EASYKNIT INTERNATIONAL HOLDINGS LIMITED
永 義 國 際 集 團 有 限 公 司
(Incorporated in Bermuda with limited liability)
(Stock Code: 1218)
UPDATES ON VERY SUBSTANTIAL ACQUISITION
FURTHER ACQUISITIONS OF EE SHARES
Reference is made to (i) the joint announcement issued by Easyknit International Holdings Limited (the "Company" or "Easyknit") and Eminence Enterprise Limited ("Eminence" or "EE") dated 11 February 2021 in relation to, among other things, a pre-conditional voluntary conditional cash offer by Altus Investments Limited for and on behalf of Ace Winner Investment Limited (the "Offeror", a wholly-owned subsidiary of Easyknit), for all issued shares of Eminence other than those already owned or agreed to be acquired by the Offeror and parties acting in concert with it, and a possible very substantial acquisition for Easyknit in relation to the Share Offer; (ii) the joint announcement issued by the Offeror, Easyknit and Eminence dated 4 March 2021 in relation to the delay in despatch of the Composite Document; (iii) the joint announcement dated 19 March 2021 issued by the Offeror, Easyknit and Eminence in respect of the fulfilment of the pre-condition; (iv) the composite offer and response document dated 26 March 2021 jointly issued by the Offeror and Eminence in relation to the Share Offer (the "Composite Document"); (v) the joint announcement issued by the Offeror, Easyknit and Eminence dated 7 April 2021 in relation to the Share Offer being declared unconditional;
- the joint announcement issued by the Offeror, Easyknit and Eminence dated 21 April 2021 in relation to the close of the share offer and results of the share offer and the circular of the Company dated 4 March 2021.
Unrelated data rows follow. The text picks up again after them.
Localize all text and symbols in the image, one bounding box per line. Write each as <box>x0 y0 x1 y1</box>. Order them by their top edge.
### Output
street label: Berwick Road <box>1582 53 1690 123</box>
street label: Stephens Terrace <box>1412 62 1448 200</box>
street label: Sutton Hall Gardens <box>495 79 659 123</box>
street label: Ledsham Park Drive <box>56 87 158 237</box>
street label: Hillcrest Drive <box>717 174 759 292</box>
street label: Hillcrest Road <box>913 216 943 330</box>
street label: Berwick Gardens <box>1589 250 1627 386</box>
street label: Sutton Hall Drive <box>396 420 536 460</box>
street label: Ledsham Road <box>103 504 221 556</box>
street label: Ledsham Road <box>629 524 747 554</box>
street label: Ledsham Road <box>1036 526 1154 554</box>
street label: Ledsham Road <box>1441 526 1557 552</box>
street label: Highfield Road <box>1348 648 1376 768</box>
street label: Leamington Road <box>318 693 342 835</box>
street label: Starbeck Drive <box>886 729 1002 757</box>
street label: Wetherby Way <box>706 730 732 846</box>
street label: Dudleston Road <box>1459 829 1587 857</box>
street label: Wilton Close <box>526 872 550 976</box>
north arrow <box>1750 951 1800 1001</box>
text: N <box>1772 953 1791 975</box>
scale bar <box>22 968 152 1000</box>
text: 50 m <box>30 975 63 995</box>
Unless otherwise defined, capitalised terms used in this announcement shall have the same meanings as those defined in the Composite Document.
FURTHER ACQUISITION OF EE SHARES
On 22 April 2021, the Company acquired on-market a total of 27,000,000 EE Shares at each of price of HK$0.50 (the Company is complied with Rule 31.3 of the Hong Kong Code on Takeovers and Mergers) for an aggregate purchase price of approximately HK$13,500,000 (exclusive of transaction costs), which was the market price of the EE Shares. Taking into account of the said acquisition of
- Shares, the Company, the Offeror and parties acting in concert with it held an aggregate of 696,370,840 EE Shares, representing approximately 74.76% of the issued share capital of EE as at the date of this announcement.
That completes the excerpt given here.